An artist will have roughly $200,000 to create public art along the James River near or within the proposed Brown’s Island Dam Walk (PDF) and Southbank Pathways, as the City hopes the artist will add additional scenic incentive to visit the riverfront as per its finalized Riverfront Plan (PDF).
“We want that public art to be so exciting that it will pull individuals down to that bank, because it’s not as heavily visited as Brown’s Island or Belle Isle,” said Douglas Dunlap, Deputy Director of Planning & Development Review. “In that respect, it will help pull people across the bridge so they can see portions of the riverfront park that they haven’t seen before.”
The City encourages artists to submit a Request for Qualifications and other required materials by September 5th to be considered for the project.
“It’s a call for artists,” said Susan Reed, Chair of the Public Art Commission, which will help oversee the artist’s selection. “We’re not even asking for a piece to be submitted as a proposal. We’re looking for an artist and reviewing their portfolio work.” The commission will be open to all artistic mediums for the final project: murals, sculpture, multimedia, etc. “It really can be anything,” Reed said.
Reed, an associate at Commonwealth Architects, lauded the Riverfront Plan for having a section specifically for public art. “That was exciting to see, the concept of public art integrated in the beginning of the plans for the riverfront,” she said.

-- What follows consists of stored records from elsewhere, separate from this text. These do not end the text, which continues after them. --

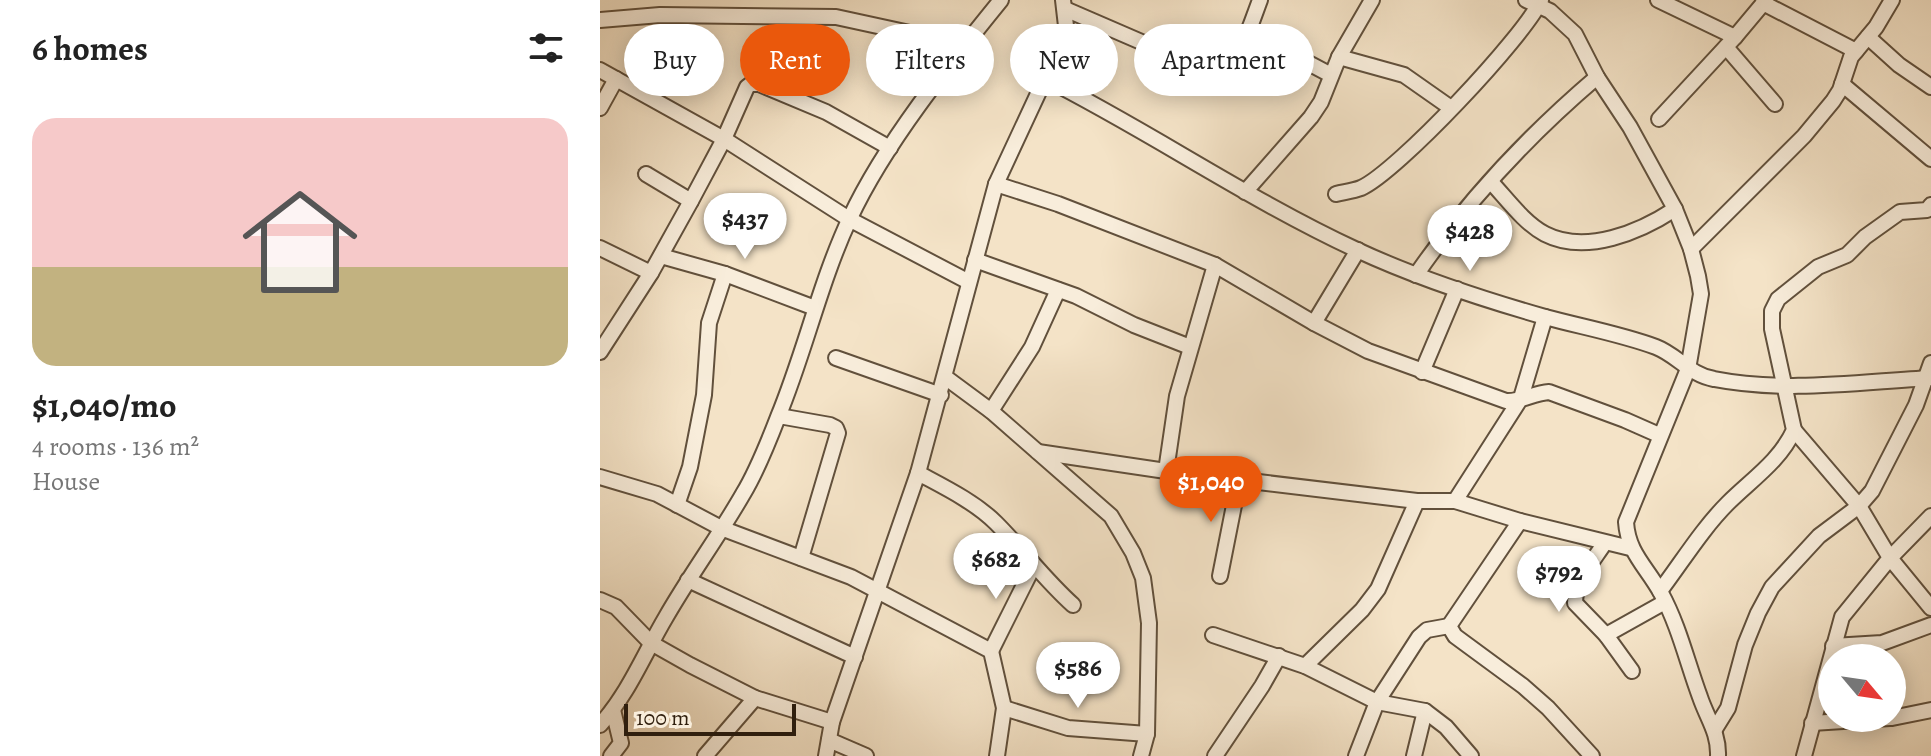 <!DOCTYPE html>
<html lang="en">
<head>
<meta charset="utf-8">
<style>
	body { margin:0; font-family:Alegreya,serif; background:#f2f2f2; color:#222; height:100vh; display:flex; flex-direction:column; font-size:30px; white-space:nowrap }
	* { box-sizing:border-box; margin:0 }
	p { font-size:26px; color:#767676 }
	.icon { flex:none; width:44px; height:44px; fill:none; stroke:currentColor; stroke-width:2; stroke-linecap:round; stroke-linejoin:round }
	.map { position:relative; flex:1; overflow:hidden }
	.sheet { display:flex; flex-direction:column; background:#fff; width:600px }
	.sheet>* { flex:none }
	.banner { position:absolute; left:24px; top:24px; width:760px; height:72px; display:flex; gap:16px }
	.needle { width:52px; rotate:119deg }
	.buttons { position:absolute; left:1218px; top:644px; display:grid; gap:16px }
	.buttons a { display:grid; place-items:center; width:88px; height:88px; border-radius:50%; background:#fff; box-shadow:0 4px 20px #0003; font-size:40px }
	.scale { position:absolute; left:24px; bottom:20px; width:172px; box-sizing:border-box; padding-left:8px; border:4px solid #301f0e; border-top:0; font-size:22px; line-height:28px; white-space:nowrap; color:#301f0e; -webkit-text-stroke:6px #f8eddb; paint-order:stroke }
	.price { position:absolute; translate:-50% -68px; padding:0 18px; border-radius:28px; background:#fff; color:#222; font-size:26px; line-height:52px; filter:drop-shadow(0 2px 4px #0008) }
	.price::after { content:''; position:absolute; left:50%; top:48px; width:24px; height:18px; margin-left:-12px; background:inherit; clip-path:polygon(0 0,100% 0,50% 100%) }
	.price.current { background:#ea580c; color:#fff }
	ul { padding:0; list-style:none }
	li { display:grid; align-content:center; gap:16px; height:424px; padding:0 32px }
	li span { display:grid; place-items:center; height:248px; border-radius:24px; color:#555 }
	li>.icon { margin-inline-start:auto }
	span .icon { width:144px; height:144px; fill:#fffc; stroke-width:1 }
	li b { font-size:34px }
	h2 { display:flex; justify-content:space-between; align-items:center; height:96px; padding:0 32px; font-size:34px }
	.tag { padding:0 28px; border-radius:36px; background:#fff; box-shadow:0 4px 20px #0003; font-size:28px; line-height:72px }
	.tag.current { background:#ea580c; color:#fff }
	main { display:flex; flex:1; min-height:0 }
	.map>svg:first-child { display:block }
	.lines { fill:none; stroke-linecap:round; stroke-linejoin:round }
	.minor-casing { stroke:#61503c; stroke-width:18 }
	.minor { stroke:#f8eddb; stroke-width:14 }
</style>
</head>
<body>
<main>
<section class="sheet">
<h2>6 homes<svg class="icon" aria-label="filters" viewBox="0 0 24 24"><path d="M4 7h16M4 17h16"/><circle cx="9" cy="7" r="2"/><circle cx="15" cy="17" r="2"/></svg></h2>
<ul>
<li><span style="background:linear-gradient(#f6c9c9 60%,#c2b280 0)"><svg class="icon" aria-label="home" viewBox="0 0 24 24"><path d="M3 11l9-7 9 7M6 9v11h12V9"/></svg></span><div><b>$1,040/mo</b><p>4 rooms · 136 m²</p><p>House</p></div></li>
</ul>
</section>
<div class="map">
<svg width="1331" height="756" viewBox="0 0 1331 756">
	<rect width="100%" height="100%" fill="#f4e3c7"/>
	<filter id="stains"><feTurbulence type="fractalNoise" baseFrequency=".0025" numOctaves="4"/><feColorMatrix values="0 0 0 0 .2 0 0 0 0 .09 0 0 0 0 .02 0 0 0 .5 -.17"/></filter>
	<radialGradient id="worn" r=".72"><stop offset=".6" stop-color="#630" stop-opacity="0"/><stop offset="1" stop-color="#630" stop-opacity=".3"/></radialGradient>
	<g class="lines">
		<!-- minor casing -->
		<g class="minor-casing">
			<g id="minor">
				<path d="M926,0L950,11L975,34L997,77L1030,127L1075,209L1091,249L1098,276L1101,294L1088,369L1026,522C1028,553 1046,566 1061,593C1079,626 1087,662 1100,697C1107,718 1119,733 1118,756"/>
				<polyline points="1058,0 1135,37"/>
				<polyline points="1163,3 1256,51"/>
				<path d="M465,9L620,76C639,64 652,21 660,0"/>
				<polyline points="0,20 60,15 236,17 365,45"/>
				<polyline points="648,31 731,75"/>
				<polyline points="1268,37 1299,65 1331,87"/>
				<polyline points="1126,47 1175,104"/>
				<polyline points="739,57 804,75 851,108"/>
				<polyline points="0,70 124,139 249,219 369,282"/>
				<path d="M444,78C551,132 649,200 757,250C817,278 882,299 945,317C982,327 1021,334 1056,347C1077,355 1090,375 1114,379C1186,393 1258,382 1331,378"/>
				<polyline points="1242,84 1331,159"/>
				<polyline points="0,108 16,79"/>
				<polyline points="1059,119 1135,37 1166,0"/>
				<polyline points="46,174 91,201"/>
				<path d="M891,182C907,199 924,223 945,234C986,255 1040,232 1075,209"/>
				<path d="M396,184L458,204L615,265L714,323L768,351L906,401C920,402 934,393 949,392L1025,420L1059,435"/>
				<polyline points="645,192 711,117 721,102 739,57 772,0"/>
				<path d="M736,194C744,192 753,191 761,188C797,172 924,37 941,0"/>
				<polyline points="0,248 51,273"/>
				<polyline points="1091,249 1204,136 1233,101 1240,90 1251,57 1276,27 1292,0"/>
				<polyline points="61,256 125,274 215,308"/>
				<polyline points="375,260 476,296 534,325 590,347"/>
				<path d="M816,275C867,201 929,135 997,77"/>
				<polyline points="714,323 758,250"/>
				<polyline points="0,352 51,273 91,201 124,139 147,87 151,84 159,84 226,112 290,148"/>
				<polyline points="236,358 341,395"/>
				<polyline points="822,372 857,289"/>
				<polyline points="345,377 391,411 511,516 533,553 543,578 549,623 547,734 541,756"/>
				<polyline points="391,411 432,347 458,290"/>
				<polyline points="179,416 230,425 236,428 238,433 201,558"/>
				<polyline points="1194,430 1259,506 1290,558 1242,617 1204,756"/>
				<polyline points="438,452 566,471 817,501 855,501 920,521 1030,548"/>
				<polyline points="566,471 577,396 615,265"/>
				<path d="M318,473C344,487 375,502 396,523C423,550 445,580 473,605"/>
				<polyline points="0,477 57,494 121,528 251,577 391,651 404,708 397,756"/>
				<polyline points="855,501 921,398 945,317"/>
				<polyline points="77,505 90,467 104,395 109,323 125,274"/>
				<polyline points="1331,516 1290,558 1331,608"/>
				<polyline points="920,521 849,626 855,636 923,686 948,708 992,756"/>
				<path d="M1004,544C993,561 975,581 975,603L1006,635L1032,671"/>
				<polyline points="620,576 639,480"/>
				<polyline points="88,580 255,657"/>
				<path d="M1060,591C1082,562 1102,529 1128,503C1151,480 1180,461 1194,430L1172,329V311L1178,299L1218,267L1247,255L1265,237L1300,212L1327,210L1331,205"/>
				<polyline points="0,600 16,607 51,643 90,665 155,698 232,722"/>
				<polyline points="613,635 705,666 777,702 825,711 846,727 871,756"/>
				<polyline points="1006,635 1065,602"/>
				<polyline points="1233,646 1282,643 1331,625"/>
				<polyline points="391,651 433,567"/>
				<polyline points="705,666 762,610 778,589 817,501"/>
				<polyline points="404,708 468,728 547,734"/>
				<polyline points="1292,718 1331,710"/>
				<polyline points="1212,723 1290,718"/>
				<path d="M0,725C29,693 44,654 66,617C90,575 119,536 143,494C157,471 168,443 178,417C205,352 220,282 250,218C285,143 349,64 401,0"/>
				<polyline points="1115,729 1128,708 1145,645 1158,613 1172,587 1219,536 1259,506 1272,491 1316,405 1331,363"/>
				<polyline points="229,740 266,756"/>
				<polyline points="11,756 21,743 13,710"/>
				<polyline points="105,756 155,698"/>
				<polyline points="226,756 232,722 318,473 396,184 463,40 466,26 463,0"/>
				<polyline points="615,756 662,686 679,656"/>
				<polyline points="756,756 777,702 819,637 827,630 849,626"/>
				<polyline points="814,756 825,711"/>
			</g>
		</g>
		<!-- minor -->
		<use href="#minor" class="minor"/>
	</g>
	<rect width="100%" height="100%" filter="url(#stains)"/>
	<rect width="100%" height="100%" fill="url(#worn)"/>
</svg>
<div class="buttons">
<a><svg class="needle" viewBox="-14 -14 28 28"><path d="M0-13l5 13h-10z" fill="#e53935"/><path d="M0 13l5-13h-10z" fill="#767676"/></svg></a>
</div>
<div class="scale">100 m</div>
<b class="price" style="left:145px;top:261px">$437</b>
<b class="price" style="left:870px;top:273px">$428</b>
<b class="price current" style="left:611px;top:524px">$1,040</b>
<b class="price" style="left:396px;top:601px">$682</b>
<b class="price" style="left:959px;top:614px">$792</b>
<b class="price" style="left:478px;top:710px">$586</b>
<div class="banner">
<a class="tag">Buy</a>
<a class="tag current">Rent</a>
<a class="tag">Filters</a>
<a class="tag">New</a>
<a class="tag">Apartment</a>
</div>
</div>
</main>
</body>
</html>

Dunlap said the public art project is an extension of the Percent for Art program the City implemented in 1997. “For any major project involving capital improvement funds, those projects where there will be public access either in the facility or on the property, one percent of those funds are dedicated to public art,” he said. “Before the program was established, the city sort of haphazardly funded the public arts projects, and there wasn’t any consistency to the amount or a dedicated source.”
The City will host a webinar1 on August 7th at 1:00 PM for artists interested in being considered for the riverfront art project. After the September 5th deadline, the commission will narrow down their top choices. The City will then invite those artists to submit proposals for the public art project.
“At the end of the day, what we’re looking for is the very best artist,” Dunlap said. “And we’re looking for an artist that we feel comfortable with who will be able to come in and give us the very best product.”
The City should select the project artist by late October.